For the first three days after he woke, Jonathan said nothing. In time, he began to recover, though his nerves are weak and he will never go underground again. Upper Banham closed the day after the incident. The authorities, so long in denial, could not dismiss three incidents so similar and so close together. Government officials crawled over the place, but found nothing conclusive. Such a large investment could not be left closed forever and, in time, the station re-opened.
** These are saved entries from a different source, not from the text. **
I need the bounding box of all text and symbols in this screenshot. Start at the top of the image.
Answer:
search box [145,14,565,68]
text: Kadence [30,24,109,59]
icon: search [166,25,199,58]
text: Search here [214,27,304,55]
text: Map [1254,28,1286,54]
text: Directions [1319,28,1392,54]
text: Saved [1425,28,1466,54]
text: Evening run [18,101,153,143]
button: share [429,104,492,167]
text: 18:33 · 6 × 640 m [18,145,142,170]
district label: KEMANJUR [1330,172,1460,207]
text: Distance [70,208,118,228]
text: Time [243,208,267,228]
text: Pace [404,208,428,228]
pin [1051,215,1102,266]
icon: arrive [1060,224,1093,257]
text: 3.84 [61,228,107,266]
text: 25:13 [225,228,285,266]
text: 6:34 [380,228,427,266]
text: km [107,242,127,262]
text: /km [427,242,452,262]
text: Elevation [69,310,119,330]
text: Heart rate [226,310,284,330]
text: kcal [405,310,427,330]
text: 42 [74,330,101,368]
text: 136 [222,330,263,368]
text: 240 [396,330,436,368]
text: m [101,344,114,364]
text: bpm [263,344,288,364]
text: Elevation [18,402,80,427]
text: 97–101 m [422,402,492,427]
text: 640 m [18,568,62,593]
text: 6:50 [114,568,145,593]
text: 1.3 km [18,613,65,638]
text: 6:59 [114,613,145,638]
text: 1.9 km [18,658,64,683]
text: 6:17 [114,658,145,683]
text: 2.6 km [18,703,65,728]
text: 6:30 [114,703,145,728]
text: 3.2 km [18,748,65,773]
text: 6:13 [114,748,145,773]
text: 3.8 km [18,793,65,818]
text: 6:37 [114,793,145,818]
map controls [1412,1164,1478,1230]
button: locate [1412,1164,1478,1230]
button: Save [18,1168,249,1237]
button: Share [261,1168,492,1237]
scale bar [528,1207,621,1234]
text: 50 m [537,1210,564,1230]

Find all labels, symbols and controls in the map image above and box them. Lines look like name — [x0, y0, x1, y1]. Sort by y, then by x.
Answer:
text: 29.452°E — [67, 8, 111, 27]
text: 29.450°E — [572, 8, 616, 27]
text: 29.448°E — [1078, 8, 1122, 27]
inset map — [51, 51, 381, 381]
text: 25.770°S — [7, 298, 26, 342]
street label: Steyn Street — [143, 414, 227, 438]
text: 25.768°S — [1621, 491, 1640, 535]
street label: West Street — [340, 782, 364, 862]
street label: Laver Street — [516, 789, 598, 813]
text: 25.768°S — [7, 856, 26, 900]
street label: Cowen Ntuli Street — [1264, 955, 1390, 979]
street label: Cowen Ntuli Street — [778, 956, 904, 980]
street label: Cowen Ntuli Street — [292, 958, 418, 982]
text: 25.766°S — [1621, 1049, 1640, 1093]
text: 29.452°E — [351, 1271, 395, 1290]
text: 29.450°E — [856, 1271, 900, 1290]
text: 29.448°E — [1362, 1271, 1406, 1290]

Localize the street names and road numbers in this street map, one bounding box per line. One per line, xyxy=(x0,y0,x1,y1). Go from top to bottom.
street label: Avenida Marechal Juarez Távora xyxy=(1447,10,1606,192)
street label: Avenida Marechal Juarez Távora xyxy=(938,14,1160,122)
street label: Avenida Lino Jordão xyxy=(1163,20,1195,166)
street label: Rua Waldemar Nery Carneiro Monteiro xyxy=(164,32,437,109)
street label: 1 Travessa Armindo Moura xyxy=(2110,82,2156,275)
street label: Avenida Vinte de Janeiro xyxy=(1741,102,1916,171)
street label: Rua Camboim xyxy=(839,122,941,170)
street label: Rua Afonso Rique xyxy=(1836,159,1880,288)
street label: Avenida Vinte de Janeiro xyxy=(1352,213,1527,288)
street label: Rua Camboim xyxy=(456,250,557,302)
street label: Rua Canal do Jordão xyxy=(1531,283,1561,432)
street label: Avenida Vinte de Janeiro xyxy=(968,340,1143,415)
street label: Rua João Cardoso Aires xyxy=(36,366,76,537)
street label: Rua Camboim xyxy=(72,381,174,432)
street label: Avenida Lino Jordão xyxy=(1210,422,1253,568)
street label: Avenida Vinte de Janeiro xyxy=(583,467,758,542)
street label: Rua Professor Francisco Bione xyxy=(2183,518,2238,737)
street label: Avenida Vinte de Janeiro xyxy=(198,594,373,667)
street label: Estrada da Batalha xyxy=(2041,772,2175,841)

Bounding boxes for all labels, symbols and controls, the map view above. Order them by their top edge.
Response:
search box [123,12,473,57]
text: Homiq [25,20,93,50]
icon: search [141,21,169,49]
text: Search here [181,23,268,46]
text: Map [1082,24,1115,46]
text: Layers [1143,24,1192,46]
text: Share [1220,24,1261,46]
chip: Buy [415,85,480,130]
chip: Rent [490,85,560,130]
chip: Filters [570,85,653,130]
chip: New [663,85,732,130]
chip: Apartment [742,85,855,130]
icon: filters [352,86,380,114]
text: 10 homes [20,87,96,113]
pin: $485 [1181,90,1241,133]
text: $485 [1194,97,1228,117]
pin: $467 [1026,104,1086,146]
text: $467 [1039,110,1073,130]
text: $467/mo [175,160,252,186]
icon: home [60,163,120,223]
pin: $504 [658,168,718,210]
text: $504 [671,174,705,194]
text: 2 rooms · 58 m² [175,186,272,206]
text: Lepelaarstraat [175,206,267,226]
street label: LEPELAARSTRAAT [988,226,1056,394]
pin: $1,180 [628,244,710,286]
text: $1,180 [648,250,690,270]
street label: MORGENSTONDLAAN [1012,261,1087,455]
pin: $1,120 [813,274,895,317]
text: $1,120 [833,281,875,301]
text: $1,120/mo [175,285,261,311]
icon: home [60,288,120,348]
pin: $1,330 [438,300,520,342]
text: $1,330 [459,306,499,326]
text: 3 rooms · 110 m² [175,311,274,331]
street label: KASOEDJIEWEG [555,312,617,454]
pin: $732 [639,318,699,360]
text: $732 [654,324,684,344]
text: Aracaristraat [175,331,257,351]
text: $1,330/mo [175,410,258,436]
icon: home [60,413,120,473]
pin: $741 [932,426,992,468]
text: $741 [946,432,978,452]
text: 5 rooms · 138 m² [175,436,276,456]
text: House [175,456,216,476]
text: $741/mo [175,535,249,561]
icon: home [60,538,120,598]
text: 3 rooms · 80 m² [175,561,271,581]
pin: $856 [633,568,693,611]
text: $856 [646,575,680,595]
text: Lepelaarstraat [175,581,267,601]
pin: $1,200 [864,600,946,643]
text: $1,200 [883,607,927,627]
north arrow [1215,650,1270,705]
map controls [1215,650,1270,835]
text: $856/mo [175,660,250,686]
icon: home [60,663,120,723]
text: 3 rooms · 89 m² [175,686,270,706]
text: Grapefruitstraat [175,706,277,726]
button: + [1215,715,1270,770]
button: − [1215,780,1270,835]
I spoke to Jonathan Mycock on three occasions. I spoke to the passenger who saved his life. I spoke to his doctors and to the police. And, having heard their stories, I say the Government should close the station and bury it in concrete or destroy it with explosives. I say this because nothing I heard can explain what Jonathan Mycock’s saviour took from his hand and showed me with a haunted look and a whisper, the thing that he has otherwise kept secret because he fears ridicule or worse: the shrivelled newspaper with the impossible date.